Como fica a questão da proteção intelectual?

A gente usa a legislação de copyright para fazer princípios do copyright, a gente chama "hackear o copyright". Se a licença do copyright não permite copiar, nós usamos a lei deles para escrever uma licença que permite o compartilhamento e mudanças. A GPL, por exemplo, mantém a autoria do software, o que não é ruim, mas ela permite que eu pegue um pedaço desse software e faça um outro.

O que o modelo livre traz de benefícios para o país pensando em termos econômicos?

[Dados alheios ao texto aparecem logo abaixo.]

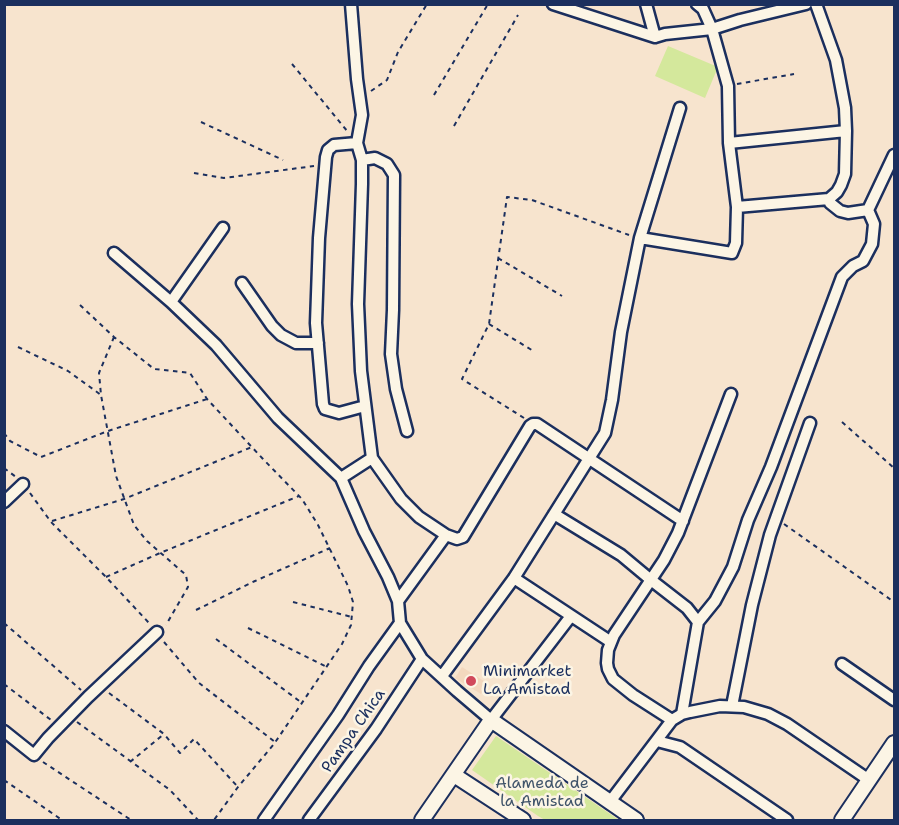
<!DOCTYPE html>
<style>
body{margin:0}
#map{position:relative;width:899px;height:825px;overflow:hidden;background:#f7e4ce;font-family:"Shantell Sans",sans-serif}
canvas{display:block}
.frame{position:absolute;inset:0;border:6px solid #1b2f5e;pointer-events:none}
</style>
<div id="map">
<canvas width="899" height="825"></canvas>
<div class="frame"></div>
</div>
<script>
const ctx = document.querySelector('canvas').getContext('2d');
ctx.lineJoin = 'round';
function fillPath(path, color) { ctx.fillStyle = color; ctx.fill(path, 'evenodd'); }
const poly = rows => new Path2D(rows.map(r => 'M' + r).join(''));
function stroke(path, color, width, dash) { ctx.strokeStyle = color; ctx.lineWidth = width; ctx.lineCap = dash ? 'butt' : 'round'; ctx.setLineDash(dash || []); ctx.stroke(path); }
function write(font, color, halo, rows, align = 'center') {
  ctx.font = font + ' "Shantell Sans",sans-serif'; ctx.lineWidth = 5; ctx.setLineDash([]); ctx.textBaseline = 'middle'; ctx.strokeStyle = halo; ctx.fillStyle = color; for (const [text, x, y, turn = 0] of rows) {
    ctx.save(); ctx.translate(x, y); ctx.rotate((+turn || 0) * Math.PI / 180); ctx.textAlign = isNaN(turn) ? turn : align; if (halo) ctx.strokeText(text, 0, 0); ctx.fillText(text, 0, 0); ctx.restore();
  }
}
fillPath(poly([
 [462,667,487,683,481,694,455,678]
]), '#f3d8be');
fillPath(poly([
 [668,46,718,67,705,98,655,76],
 [496,736,619,820,545,820,538,816,472,770]
]), '#d4e89c');
const minor = poly([
 [351,4,357,79,362,115,357,143,362,160,362,184,358,304,361,371,372,458,401,499,419,517,446,535,457,539,463,537,530,426,533,424,537,424,683,521],
 [553,4,655,37],
 [646,4,655,37,665,34,712,29,740,20,806,4],
 [357,143,334,145,328,150,326,157,319,238,316,323,323,404,325,409,339,413,365,406],
 [729,143,846,131],
 [362,160,375,158,387,164,394,175,393,310,391,354,396,389,407,431],
 [829,199,830,203,840,211,848,213,868,210,894,155],
 [737,207,829,199,837,192,841,185,845,174,846,131,845,108,836,60,816,4],
 [640,238,732,253,736,243,737,207,729,143,728,86,712,29,703,9,697,4],
 [114,253,171,302,216,345,278,418,341,478,364,531,388,577,398,601,400,623,422,659,457,691,491,720,571,616],
 [242,283,272,326,281,335,296,343,318,343],
 [171,302,223,228],
 [341,478,372,458],
 [4,502,23,484],
 [554,514,621,555,651,580,687,608,698,622],
 [514,578,611,642],
 [398,601,446,535],
 [842,664,894,700],
 [442,676,514,578,605,433,612,400,621,332,640,238,680,108],
 [732,706,752,605,770,535,810,423],
 [682,714,698,622,715,601,733,567,748,520,771,467,842,277,853,266,863,261,872,244,874,224,868,210],
 [672,720,633,695,613,679,608,669,607,663,608,650,614,635,664,560,678,533,731,394],
 [4,731,34,755,48,738,88,697,157,632],
 [657,741,680,747,787,820],
 [609,803,672,720,682,714,690,712,720,706,744,707,768,714,787,724,869,780],
 [264,820,338,715,369,666,400,623],
 [309,820,376,729,422,659]
]);
const tertiary = poly([
 [454,775,523,820],
 [422,820,491,720,636,820],
 [842,820,894,743]
]);
stroke(minor, '#1b2f5e', 15);
stroke(tertiary, '#1b2f5e', 18);
stroke(poly([
 [292,64,348,132],
 [737,84,794,74],
 [371,91,387,80,398,52,427,4],
 [434,95,488,4],
 [201,122,283,160],
 [454,126,518,15],
 [194,173,224,178,314,166],
 [498,258,562,296],
 [80,305,114,337,154,369,190,373,207,399,263,459,302,499,318,525,348,586,353,602,351,625,342,644,274,744,238,787,214,820],
 [489,324,535,352],
 [114,337,99,373,101,395,116,476,134,525,147,541,186,575,188,587,166,625],
 [18,347,68,371,101,395],
 [524,418,462,379,489,324,507,197,532,200,629,235],
 [842,422,894,468],
 [4,433,10,441,41,457,108,431,207,399],
 [4,468,16,477],
 [30,493,51,522,106,577,149,623],
 [52,521,124,499,252,447],
 [784,524,894,602],
 [106,577,160,553,299,496],
 [293,602,352,617],
 [196,610,255,581,330,548],
 [4,623,81,690],
 [248,628,327,667],
 [216,639,302,703],
 [164,642,199,683,275,742],
 [4,684,51,720],
 [109,693,164,734,180,753,194,739,237,786],
 [77,722,170,790,198,820],
 [43,762,131,820],
 [130,762,164,734],
 [4,780,62,820]
]), '#1b2f5e', 2, [4.5, 4.5]);
stroke(minor, '#fcf5e5', 10);
stroke(tertiary, '#fcf5e5', 14);
for (const [x, y, r, color] of [
 [471,681,6,"#d1495b"]
]) { const dot = new Path2D(); dot.arc(x, y, r, 0, 2 * Math.PI); ctx.fillStyle = color; ctx.fill(dot); stroke(dot, '#fcf5e5', 2); }
write('16px', '#1b2f5e', '#fcf5e5', [
 ["Minimarket",483,672],
 ["La Amistad",483,690]
], 'left');
write('16px', '#1b2f5e', '#fcf5e5', [
 ["Pampa Chica",354,731,-55]
]);
write('16px', '#40546a', '#fcf5e5', [
 ["Alameda de",542,784],
 ["la Amistad",542,802]
]);
</script>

No mundo, o software proprietário tem pouca força. O Brasil recentemente ganhou prestígio porque começou a desenvolver plataformas abertas. O software livre é o caminho pra que se possa construir empresas que se relacionem com empresas de outros países e usem a capacidade de trabalhar a inteligência coletiva para fazer ações, serviços de TI em outros lugares. Agora, se a gente for vender licenças de propriedades, isso já não deu certo antes e não dará agora. O caminho é exatamente o de incentivar a rede de software livre, em código aberto, e apostar na nossa inteligência coletiva, na nossa capacidade de prestar serviços.


E em relação a empregos. Abre um campo para novos trabalhadores, mais empresas?

Uma empresa pequena, existem várias, pode pegar um código do Linux e customizar para grandes empresas que vão ter vantagens por reduzir custos de licença, vão ter um software mais robusto, mais seguro, por ser um código aberto. Quem é que vai ganhar dinheiro com isso? Só a grande empresa? Não. Centenas, dezenas de empresas pequenas locais que podem se especializar nisso. Vamos dizer que você é uma grande empresa, certo? O modelo proprietário vende licenças de usos, então, você vai comprar um software com licença proprietária. Você não vai ter acesso ao código-fonte desse software, por isso ele vai ser sempre da empresa que o produziu. Isso é uma grande desvantagem para você. Por isso que o modelo de software livre é extremamente vantajoso para a empresa, porque se faz o desenvolvimento e o código-fonte fica na mão da empresa que adquiriu. Se na próxima versão você não quiser mais trabalhar com aquela empresa que desenvolveu, mas quiser outra, você tem o código-fonte para continuar, porque você pagou pelo código. O software livre é muito vantajoso para o usuário. Por isso você vê que quem está se dando bem no mundo das redes é quem está apostando no serviço e no relacionamento. O próprio jargão Web 2.0 denota isso, que são as práticas colaborativas e as ferramentas que podem se comunicar entre si de todas as formas possíveis, a interoperabilidade, a comunicabilidade plena, mashup, e a colaboração. Tem até um livro de economia que o Don Tapscott [em parceria com Anthony D. Williams] lançou que é o Wikinomics, mostrando a força dessa prática colaborativa que está no software livre.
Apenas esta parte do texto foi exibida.